[Records drawn from a dataset]
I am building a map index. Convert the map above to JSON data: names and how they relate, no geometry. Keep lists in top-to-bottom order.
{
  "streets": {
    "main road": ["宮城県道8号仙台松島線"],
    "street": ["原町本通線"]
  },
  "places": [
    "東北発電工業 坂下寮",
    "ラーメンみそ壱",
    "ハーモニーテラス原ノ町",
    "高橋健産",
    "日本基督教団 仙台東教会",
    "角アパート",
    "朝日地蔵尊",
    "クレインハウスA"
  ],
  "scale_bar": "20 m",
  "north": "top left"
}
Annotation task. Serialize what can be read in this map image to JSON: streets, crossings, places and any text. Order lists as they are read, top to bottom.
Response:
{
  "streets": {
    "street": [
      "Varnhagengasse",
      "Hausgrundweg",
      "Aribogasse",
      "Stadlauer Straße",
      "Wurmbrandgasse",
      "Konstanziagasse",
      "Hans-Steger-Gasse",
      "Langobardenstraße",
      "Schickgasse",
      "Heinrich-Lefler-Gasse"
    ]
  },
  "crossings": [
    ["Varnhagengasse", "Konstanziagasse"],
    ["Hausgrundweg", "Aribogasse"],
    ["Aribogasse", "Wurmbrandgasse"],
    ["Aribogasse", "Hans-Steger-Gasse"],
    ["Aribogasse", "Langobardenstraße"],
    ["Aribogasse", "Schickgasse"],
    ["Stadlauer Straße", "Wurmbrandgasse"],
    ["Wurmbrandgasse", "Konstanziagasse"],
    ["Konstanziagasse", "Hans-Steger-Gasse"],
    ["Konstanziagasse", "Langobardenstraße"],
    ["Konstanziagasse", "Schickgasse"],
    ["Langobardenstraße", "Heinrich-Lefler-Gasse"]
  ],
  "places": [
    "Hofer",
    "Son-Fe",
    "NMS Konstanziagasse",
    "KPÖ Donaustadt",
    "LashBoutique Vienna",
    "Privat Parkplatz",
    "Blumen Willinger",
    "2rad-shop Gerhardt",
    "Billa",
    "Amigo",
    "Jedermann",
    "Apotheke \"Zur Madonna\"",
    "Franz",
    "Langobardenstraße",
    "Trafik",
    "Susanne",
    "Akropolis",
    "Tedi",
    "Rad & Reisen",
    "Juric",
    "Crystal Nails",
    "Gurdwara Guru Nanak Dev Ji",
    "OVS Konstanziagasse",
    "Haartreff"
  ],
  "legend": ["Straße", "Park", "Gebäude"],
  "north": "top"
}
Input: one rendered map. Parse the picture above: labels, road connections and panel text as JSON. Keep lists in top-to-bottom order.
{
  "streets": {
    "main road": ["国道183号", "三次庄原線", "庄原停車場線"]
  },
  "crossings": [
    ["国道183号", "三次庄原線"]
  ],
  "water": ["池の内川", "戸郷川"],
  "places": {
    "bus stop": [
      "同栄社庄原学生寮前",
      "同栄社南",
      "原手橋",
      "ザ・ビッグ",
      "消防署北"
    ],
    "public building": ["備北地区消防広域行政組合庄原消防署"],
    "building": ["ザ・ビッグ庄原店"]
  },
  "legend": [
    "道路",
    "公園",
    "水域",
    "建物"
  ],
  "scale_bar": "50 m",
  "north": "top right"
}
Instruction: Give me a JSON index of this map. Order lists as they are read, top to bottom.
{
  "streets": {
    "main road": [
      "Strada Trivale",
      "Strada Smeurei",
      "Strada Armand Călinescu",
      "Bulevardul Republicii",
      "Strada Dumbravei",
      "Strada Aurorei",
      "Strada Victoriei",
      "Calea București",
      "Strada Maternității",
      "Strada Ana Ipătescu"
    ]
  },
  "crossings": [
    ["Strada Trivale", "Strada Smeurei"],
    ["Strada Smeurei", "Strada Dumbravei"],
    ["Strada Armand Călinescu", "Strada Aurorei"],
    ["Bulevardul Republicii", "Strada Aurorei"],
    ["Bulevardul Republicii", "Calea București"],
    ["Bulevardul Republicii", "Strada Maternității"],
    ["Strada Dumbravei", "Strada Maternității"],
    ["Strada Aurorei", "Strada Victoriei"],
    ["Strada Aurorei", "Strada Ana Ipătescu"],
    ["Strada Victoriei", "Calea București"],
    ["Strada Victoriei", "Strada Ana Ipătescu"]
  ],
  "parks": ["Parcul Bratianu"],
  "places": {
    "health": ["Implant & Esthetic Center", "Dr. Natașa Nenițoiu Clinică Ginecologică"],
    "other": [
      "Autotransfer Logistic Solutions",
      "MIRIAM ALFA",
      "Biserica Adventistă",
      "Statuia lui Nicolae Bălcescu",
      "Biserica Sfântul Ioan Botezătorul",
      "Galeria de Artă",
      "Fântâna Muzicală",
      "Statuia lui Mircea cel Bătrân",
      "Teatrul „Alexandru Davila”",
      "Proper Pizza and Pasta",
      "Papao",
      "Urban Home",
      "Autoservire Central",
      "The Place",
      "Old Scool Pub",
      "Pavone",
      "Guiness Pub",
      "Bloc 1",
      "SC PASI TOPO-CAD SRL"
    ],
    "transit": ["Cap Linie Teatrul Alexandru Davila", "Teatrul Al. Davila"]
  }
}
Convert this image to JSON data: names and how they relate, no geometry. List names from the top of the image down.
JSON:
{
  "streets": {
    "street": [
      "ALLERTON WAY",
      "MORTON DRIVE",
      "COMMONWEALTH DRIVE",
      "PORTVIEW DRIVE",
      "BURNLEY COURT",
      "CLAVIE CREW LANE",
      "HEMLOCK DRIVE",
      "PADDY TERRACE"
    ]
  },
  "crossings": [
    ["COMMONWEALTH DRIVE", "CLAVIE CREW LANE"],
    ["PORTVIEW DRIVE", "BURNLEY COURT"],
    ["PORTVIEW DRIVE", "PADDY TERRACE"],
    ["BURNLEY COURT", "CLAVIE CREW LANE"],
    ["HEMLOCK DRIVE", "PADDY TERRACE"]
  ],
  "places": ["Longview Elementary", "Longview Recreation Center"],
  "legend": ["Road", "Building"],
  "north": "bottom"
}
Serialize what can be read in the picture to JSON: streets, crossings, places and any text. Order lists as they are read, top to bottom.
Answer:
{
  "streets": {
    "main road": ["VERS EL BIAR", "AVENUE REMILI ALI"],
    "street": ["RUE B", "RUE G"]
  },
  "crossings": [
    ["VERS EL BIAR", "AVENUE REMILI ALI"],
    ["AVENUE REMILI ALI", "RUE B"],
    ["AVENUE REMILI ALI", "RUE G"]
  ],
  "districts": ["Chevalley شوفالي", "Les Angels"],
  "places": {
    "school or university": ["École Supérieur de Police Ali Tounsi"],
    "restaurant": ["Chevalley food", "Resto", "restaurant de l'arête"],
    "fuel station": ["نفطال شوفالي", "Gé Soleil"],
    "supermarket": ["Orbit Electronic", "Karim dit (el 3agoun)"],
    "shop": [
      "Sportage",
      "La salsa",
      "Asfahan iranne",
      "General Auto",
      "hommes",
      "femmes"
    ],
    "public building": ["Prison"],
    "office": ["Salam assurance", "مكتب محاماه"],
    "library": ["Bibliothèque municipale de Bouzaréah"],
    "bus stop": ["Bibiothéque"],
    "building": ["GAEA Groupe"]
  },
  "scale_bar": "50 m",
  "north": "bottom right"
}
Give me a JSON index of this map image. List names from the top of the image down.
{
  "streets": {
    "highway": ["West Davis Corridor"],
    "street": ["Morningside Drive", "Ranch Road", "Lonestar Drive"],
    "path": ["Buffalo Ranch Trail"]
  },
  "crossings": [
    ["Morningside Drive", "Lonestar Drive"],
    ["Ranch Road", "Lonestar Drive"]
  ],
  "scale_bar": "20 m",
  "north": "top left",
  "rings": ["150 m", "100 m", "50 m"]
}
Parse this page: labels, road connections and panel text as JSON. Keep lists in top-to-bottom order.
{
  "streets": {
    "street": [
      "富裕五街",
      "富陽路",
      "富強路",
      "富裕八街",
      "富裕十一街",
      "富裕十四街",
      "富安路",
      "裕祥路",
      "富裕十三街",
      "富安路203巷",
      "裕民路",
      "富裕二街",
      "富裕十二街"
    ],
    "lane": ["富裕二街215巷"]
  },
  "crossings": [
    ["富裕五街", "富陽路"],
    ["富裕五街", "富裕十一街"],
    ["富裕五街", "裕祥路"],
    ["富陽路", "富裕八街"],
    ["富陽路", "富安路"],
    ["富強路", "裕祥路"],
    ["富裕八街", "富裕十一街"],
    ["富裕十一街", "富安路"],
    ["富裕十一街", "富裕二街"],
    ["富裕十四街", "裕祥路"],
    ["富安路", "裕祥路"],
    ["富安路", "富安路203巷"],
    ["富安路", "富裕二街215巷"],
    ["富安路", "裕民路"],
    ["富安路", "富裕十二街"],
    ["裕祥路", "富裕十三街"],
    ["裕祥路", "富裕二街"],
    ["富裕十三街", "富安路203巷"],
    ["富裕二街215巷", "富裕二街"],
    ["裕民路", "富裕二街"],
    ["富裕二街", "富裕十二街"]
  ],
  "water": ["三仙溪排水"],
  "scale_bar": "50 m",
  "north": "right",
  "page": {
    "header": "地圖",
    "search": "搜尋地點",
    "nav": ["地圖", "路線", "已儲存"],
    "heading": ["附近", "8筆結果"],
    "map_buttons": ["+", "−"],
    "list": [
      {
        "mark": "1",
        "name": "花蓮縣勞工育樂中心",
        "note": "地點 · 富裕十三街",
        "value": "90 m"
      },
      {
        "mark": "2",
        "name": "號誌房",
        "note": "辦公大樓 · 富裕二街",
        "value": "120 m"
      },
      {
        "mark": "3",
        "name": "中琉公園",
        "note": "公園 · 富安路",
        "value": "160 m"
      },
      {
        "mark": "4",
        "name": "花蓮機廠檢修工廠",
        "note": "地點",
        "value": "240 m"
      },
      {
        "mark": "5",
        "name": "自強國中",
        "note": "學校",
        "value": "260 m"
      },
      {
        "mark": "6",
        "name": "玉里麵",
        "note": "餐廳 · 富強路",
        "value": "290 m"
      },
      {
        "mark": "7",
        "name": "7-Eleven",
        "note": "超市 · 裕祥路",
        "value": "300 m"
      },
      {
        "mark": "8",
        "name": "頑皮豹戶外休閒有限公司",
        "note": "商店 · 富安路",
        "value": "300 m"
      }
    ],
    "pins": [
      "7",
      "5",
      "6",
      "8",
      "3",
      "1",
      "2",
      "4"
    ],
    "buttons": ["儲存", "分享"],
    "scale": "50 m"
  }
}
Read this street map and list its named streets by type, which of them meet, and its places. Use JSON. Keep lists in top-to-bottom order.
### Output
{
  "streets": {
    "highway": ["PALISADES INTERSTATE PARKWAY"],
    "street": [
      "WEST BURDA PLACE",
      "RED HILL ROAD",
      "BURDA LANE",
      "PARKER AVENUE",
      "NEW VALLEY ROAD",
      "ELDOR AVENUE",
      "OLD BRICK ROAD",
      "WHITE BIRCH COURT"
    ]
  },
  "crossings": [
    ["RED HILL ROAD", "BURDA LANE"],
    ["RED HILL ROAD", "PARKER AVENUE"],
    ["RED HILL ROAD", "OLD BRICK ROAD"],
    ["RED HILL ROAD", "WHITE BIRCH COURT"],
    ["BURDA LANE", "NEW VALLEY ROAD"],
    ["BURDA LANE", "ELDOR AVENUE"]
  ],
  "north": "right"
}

## REQUIREMENT
Transcribe the records above exactly, from the opening line down to and including the line with "Annotation task. Serialize".

## RESPONSE AREA
I am building a map index. Convert the map above to JSON data: names and how they relate, no geometry. Keep lists in top-to-bottom order.
{
  "streets": {
    "main road": ["宮城県道8号仙台松島線"],
    "street": ["原町本通線"]
  },
  "places": [
    "東北発電工業 坂下寮",
    "ラーメンみそ壱",
    "ハーモニーテラス原ノ町",
    "高橋健産",
    "日本基督教団 仙台東教会",
    "角アパート",
    "朝日地蔵尊",
    "クレインハウスA"
  ],
  "scale_bar": "20 m",
  "north": "top left"
}
Annotation task. Serialize what can be read in this map image to JSON: streets, crossings, places and any text. Order lists as they are read, top to bottom.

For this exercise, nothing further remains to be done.